Musique Large, c’est le label taille S qui relie Caen à Paris. Propagateur de la scène beatmaking (ou wonky) à l’international, Musique Large vient d’accueillir Laurent Garnier en ses murs.

L’occasion de rencontrer – lors du Disquaire Day – les deux piliers du label : Fulgeance et Onelight.

VS : Si certains vivent encore dans l’erreur et ne vous connaissent pas encore : Musique Large, c’est qui, c’est quoi ?

Fulgeance : Musique Large est né en 2005 pour sortir un EP de Ghislain Poirier qui accrochait avec nos ambitions, c’est-à-dire monter une structure autour de la beat music. L’idée depuis le début, c’est de faire nos disques nous-même avec un graphisme singulier, géré par Rekick (cofondateur du label, NdlA) et produire de beaux objets – même si ça devient difficile de faire des vinyles – et puis casser le paysage trop électronique de l’époque, qui était trop french touch, qu’on a adoré et soutenu, mais défendre une esthétique moins binaire.

Onelight : Oui, l’idée de défendre une musique club plus lente, sur des BPM moins courants, ne pas rester sur du 130.

Fulgeance : Et puis valoriser des artistes en live, c’est indispensable. On tient absolument à développer l’artiste et ne pas rester sur une simple signature de maxi.

 

Tu disais à l’instant que tu voulais casser le paysage de l’époque avec votre esthétique. C’est quoi cette esthétique, elle vient d’où ?

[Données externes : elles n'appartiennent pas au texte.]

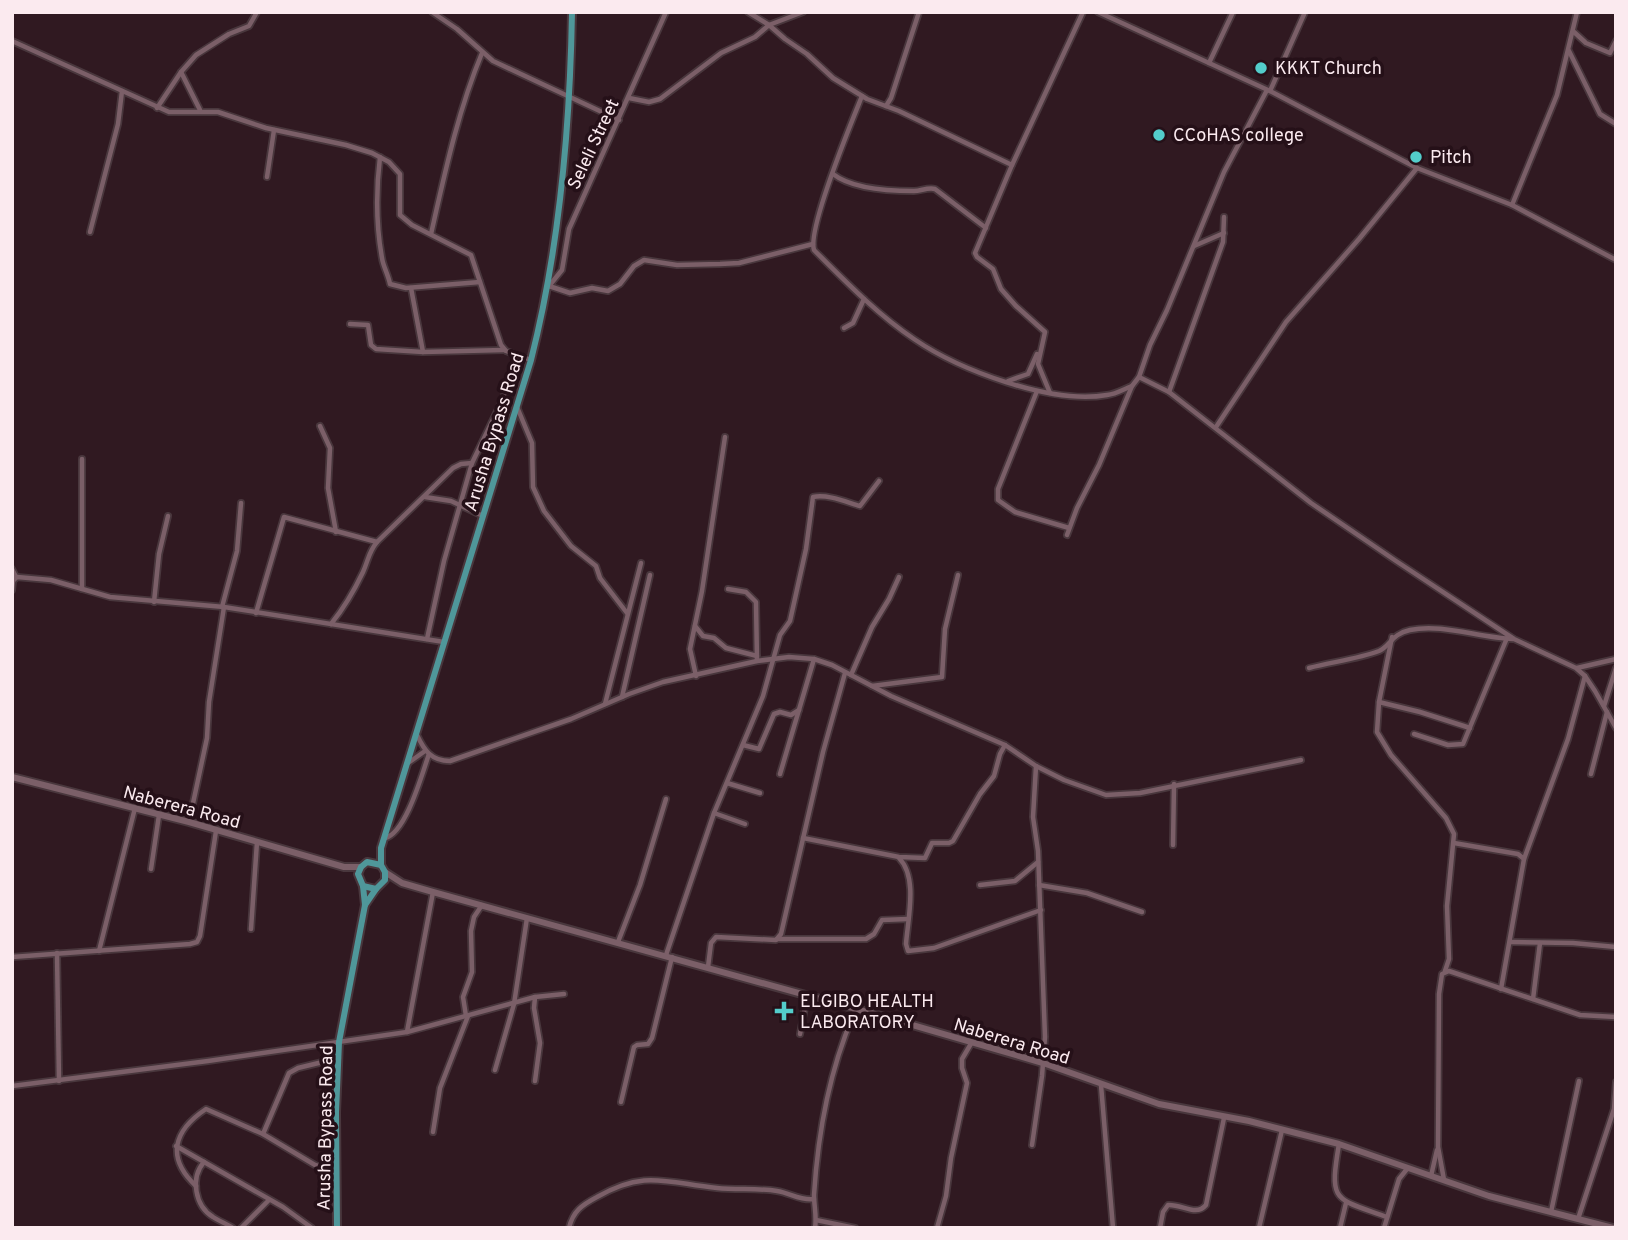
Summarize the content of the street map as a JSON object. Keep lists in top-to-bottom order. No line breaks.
{"streets":{"main road":["Arusha Bypass Road"],"street":["Seleli Street","Naberera Road"]},"crossings":[["Seleli Street","Arusha Bypass Road"],["Arusha Bypass Road","Naberera Road"]],"places":{"other":["KKKT Church","CCoHAS college","Pitch"],"health":["ELGIBO HEALTH LABORATORY"]}}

Fulgeance : Elle venait essentiellement d’un paysage électronique, on va parler de Warp, de Ninja Tune etc… Mais aussi en allant jouer à l’étranger, de me rendre compte qu’il existait un autre son, ce hip hop hybride qui pioche autant dans la dance music – dans le bon sens du terme – que dans le groove, on est tous des fans de funk à l’origine, de musique black. C’est un peu cette scène electro-hip-hop que certains appelaient wonky. Moi j’aimais bien cette période, j’ai même appelé mon son low club à un moment histoire de bien mettre en valeur sa singularité. Ça ne veut pas dire que tout le son du label est ” low club ” mais ça créé des points d’ancrage.

 

Ça a été une vraie scène le wonky ? Ou c’était juste une facétie journalistique ?

Onelight : oui ça a été une vraie scène. Tu prends des mecs comme Hudson Mohawke, ils viennent vraiment de là, ils se constituaient en groupe autour de ce son.

Fulgeance : mais c’est un terme qui est venu qualifier un genre après qu’il ait existé en fait. Les médias ont créé ça pour situer de quoi on parlait. Comme moi avec le ” low club ” ou Hudson Mohawke avec l’émotronix. C’était un style sur Myspace que tu mettais sous ton petit avatar en GIF animé (rires). Mais ça existait bien avant. Dans le fond, c’est l’évolution des beatmakers qui produisaient pour des rappeurs et qui se sont rendus compte qu’il pouvait élaborer une musique qui vit par elle-même. C’était des mecs comme Dabrye, Prefuse73.

 

Donc la création de Musique Large ça vient du constat de l’absence de cette esthétique ?

Fulgeance : oui, on voulait rafraichir un peu la scène, on ne se prétend pas avant-gardistes, on voulait défendre quelque chose qui n’existait pas ici. Même si on veut vendre des disques, notre idée, c’était de surprendre avant tout.

 

Attaquons sur Laurent Garnier avec la question la plus cheesy du monde : comment ça s’est fait cette rencontre ? Qui est venu vers l’autre ?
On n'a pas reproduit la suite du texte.